▼▼▼
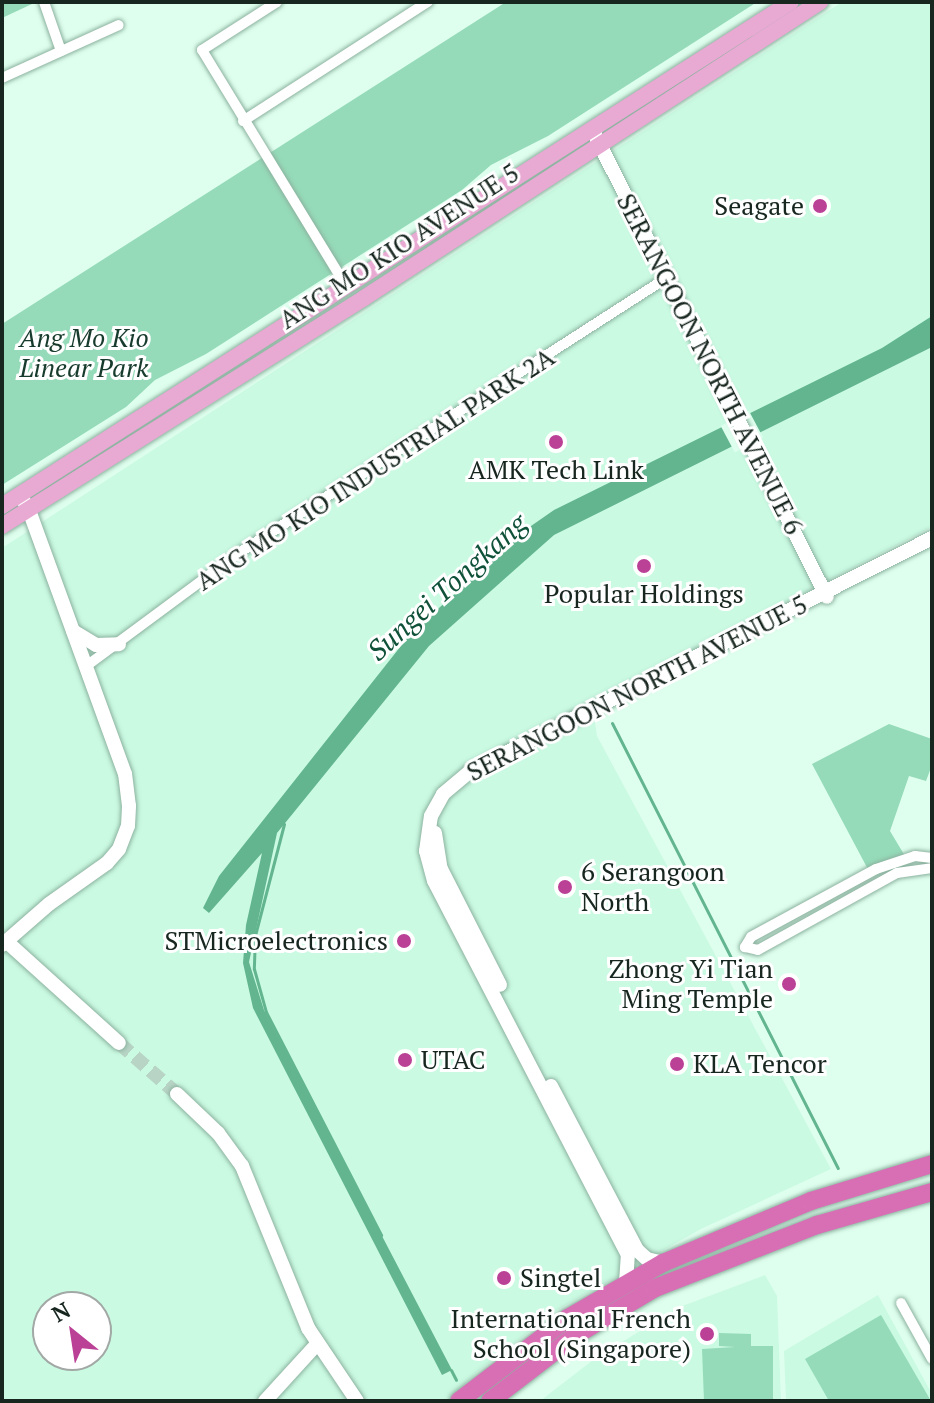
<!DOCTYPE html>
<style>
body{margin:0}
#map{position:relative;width:934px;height:1403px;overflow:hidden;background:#dfffee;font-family:"PT Serif",serif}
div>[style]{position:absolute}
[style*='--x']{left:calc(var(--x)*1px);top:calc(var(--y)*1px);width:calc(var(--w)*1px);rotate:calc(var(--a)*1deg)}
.built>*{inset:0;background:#cafae2}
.green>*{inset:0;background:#95dbb9}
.water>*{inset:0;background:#63b590}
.pier>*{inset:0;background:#dfffee;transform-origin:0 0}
.stream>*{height:3px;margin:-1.5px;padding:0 1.5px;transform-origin:1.5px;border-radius:1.5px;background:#63b590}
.secondary-tunnel>*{height:14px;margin-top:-7px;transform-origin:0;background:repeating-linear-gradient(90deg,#b7d4c5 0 14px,transparent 0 21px)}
.roads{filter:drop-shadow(0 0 2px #8cb29f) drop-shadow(0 0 2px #8cb29f)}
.street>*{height:10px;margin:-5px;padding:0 5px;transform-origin:5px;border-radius:5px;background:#fff}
.secondary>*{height:14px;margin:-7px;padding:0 7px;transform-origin:7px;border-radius:7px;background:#fff}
.primary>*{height:16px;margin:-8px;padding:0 8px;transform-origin:8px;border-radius:8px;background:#e8a9d3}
.highway>*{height:18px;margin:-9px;padding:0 9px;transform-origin:9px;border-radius:9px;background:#d86fb5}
.dots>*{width:22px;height:22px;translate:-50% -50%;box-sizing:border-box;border:4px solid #fff;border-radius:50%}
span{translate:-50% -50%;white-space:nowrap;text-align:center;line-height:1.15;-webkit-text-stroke:6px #fff;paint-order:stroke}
.poi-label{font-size:26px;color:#17261f}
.right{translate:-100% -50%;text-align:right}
.left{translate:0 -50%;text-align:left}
.street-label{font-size:26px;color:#17261f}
.park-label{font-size:26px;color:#173b2c;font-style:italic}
.water-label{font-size:28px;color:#0f5239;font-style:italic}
.frame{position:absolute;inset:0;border:4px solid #17261f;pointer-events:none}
.north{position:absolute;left:32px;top:1291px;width:80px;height:80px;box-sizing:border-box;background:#fff;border:2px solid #a2a8a5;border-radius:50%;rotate:330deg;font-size:22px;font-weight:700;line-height:32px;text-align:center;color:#17261f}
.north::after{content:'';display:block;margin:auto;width:28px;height:36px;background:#ba4196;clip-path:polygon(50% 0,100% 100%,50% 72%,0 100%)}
</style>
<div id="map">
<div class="built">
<div style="clip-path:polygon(evenodd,842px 2px,932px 2px,932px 527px,592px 702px,597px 736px,831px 1169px,701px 1229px,559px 1309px,477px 1372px,447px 1401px,2px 1401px,2px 548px,842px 2px,48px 1307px,96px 1307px,96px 1355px,48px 1355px,48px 1307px)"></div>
<div style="clip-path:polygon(765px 1275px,777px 1296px,781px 1401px,540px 1401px,593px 1360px,677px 1308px)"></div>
<div style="clip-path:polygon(878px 1295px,932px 1394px,932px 1401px,786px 1401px,784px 1351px)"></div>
</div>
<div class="green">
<div style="clip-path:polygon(2px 2px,31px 2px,32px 4px,2px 18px)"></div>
<div style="clip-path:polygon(506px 2px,757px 2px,548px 136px,491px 165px,462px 190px,206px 354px,155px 380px,126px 407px,2px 485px,2px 324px)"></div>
<div style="clip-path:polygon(889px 724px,932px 739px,932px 765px,926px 781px,909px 776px,890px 831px,908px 861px,871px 875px,812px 764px)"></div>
<div style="clip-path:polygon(881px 1315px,931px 1401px,829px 1401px,805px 1359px)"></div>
<div style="clip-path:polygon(719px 1333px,751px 1334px,751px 1346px,773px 1346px,773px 1401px,704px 1401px,702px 1349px,735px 1347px,719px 1346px)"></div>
</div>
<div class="water">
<div style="clip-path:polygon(932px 316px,932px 347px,554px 535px,429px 646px,277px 833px,249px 962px,264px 1010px,452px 1370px,442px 1375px,253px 1008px,243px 963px,246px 925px,262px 853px,209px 913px,203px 908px,219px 876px,412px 632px,531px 526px,554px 510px,882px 348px)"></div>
</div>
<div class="pier">
<div style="left:749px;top:411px;width:30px;height:32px;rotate:62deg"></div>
</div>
<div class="stream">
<div style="--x:612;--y:723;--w:499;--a:63.1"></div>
<div style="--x:284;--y:824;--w:115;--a:104.6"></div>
<div style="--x:255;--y:935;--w:34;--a:92"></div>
<div style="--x:254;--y:969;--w:45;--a:74.4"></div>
<div style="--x:266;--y:1012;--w:251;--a:62.7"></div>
<div style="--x:451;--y:1370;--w:11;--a:63"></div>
</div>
<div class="secondary-tunnel">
<div style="--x:119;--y:1043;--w:77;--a:41.3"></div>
</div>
<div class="roads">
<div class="street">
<div style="--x:44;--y:2;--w:52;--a:70.9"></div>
<div style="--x:277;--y:2;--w:89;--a:147.4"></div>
<div style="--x:202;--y:50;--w:276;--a:58.6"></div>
<div style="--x:2;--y:78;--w:128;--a:-24.4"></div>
<div style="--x:243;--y:121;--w:220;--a:-32.8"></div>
<div style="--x:85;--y:667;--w:192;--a:-36.5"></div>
<div style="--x:239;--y:553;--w:510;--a:-32.76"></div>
<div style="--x:932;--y:858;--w:17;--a:-173"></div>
<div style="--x:915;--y:856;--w:41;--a:161.6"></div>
<div style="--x:876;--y:869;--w:142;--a:151.5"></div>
<div style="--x:751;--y:937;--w:12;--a:121"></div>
<div style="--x:745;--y:947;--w:13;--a:13"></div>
<div style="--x:758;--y:950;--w:159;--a:-29"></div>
<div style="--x:897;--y:873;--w:35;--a:-8"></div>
<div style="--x:901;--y:1303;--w:64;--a:61"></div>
</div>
<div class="secondary">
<div style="--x:593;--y:131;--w:521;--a:63.34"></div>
<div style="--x:73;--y:631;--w:27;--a:31"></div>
<div style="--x:96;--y:645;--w:23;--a:-2"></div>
<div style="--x:435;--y:833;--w:36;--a:81"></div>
<div style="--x:441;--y:869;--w:130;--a:63"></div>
<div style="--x:6;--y:941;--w:152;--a:42.1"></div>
<div style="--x:2;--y:945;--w:62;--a:-41.1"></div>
<div style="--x:49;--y:904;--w:71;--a:-35.3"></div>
<div style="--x:107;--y:863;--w:18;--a:-49"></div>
<div style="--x:119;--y:849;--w:25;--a:-69"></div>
<div style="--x:128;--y:826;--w:20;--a:-87"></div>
<div style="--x:129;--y:806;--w:32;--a:-97"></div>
<div style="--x:125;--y:774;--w:283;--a:-110"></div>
<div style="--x:28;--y:508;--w:15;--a:-122"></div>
<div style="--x:551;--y:1086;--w:185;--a:62.3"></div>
<div style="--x:637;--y:1250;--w:13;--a:42"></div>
<div style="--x:647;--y:1259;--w:16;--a:14"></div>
<div style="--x:177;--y:1094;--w:57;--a:43.6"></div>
<div style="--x:218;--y:1133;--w:41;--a:54"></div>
<div style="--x:242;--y:1166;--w:175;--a:67.8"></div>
<div style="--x:308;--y:1328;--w:88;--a:56.1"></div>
<div style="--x:626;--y:1282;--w:27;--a:-86"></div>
<div style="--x:628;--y:1255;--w:421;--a:-117.4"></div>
<div style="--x:434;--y:881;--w:31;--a:-105"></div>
<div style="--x:426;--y:851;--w:35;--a:-82"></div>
<div style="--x:431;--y:816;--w:25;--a:-61"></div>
<div style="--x:443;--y:794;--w:35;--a:-40"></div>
<div style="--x:470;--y:771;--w:517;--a:-26.76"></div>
<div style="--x:265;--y:1401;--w:77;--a:-47.6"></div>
</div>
<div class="primary">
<div style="--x:2;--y:506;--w:936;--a:-32.57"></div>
<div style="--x:2;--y:526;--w:428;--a:-32.2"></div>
<div style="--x:364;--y:298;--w:544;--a:-32.99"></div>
</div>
<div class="highway">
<div style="--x:459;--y:1401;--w:137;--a:-37.3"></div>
<div style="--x:568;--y:1318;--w:110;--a:-30.1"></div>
<div style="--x:663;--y:1263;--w:160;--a:-22.7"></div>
<div style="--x:811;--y:1201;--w:127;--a:-17"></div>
<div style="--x:490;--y:1401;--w:108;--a:-37.5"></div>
<div style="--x:576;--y:1335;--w:92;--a:-30.7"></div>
<div style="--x:655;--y:1288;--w:174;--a:-21.3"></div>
<div style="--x:817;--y:1225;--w:120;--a:-16"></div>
</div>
</div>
<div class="dots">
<div style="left:820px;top:206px;background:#ba4196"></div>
<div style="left:556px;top:442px;background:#ba4196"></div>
<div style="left:644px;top:566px;background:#ba4196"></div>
<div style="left:565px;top:887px;background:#ba4196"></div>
<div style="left:404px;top:941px;background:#ba4196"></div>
<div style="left:789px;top:984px;background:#ba4196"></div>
<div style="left:405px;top:1060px;background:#ba4196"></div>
<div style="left:677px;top:1064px;background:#ba4196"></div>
<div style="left:504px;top:1278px;background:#ba4196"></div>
<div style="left:707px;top:1334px;background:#ba4196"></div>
</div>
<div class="poi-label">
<span class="right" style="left:804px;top:206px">Seagate</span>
<span style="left:556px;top:470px">AMK Tech Link</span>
<span style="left:644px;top:594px">Popular Holdings</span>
<span class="left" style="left:581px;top:887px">6 Serangoon<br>North</span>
<span class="right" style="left:388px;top:941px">STMicroelectronics</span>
<span class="right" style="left:773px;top:984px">Zhong Yi Tian<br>Ming Temple</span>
<span class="left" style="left:421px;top:1060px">UTAC</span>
<span class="left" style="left:693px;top:1064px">KLA Tencor</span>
<span class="left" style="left:520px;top:1278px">Singtel</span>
<span class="right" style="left:691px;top:1334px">International French<br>School (Singapore)</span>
</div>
<div class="street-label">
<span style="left:399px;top:246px;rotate:-33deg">ANG MO KIO AVENUE 5</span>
<span style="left:710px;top:364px;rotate:63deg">SERANGOON NORTH AVENUE 6</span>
<span style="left:375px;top:469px;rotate:-33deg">ANG MO KIO INDUSTRIAL PARK 2A</span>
<span style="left:637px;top:688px;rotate:-27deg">SERANGOON NORTH AVENUE 5</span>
</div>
<div class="park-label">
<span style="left:84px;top:353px">Ang Mo Kio<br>Linear Park</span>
</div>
<div class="water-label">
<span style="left:447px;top:587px;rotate:-42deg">Sungei Tongkang</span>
</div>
<div class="frame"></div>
<div class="north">N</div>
</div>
▲▲▲
• ABOUT THIS TASK:
Exactly the lines from the one containing "Mo Kio<br>Linear Park</span>" to the final line of the entries must be restated, and no others.

• TASK SOLUTION:
<span style="left:84px;top:353px">Ang Mo Kio<br>Linear Park</span>
</div>
<div class="water-label">
<span style="left:447px;top:587px;rotate:-42deg">Sungei Tongkang</span>
</div>
<div class="frame"></div>
<div class="north">N</div>
</div>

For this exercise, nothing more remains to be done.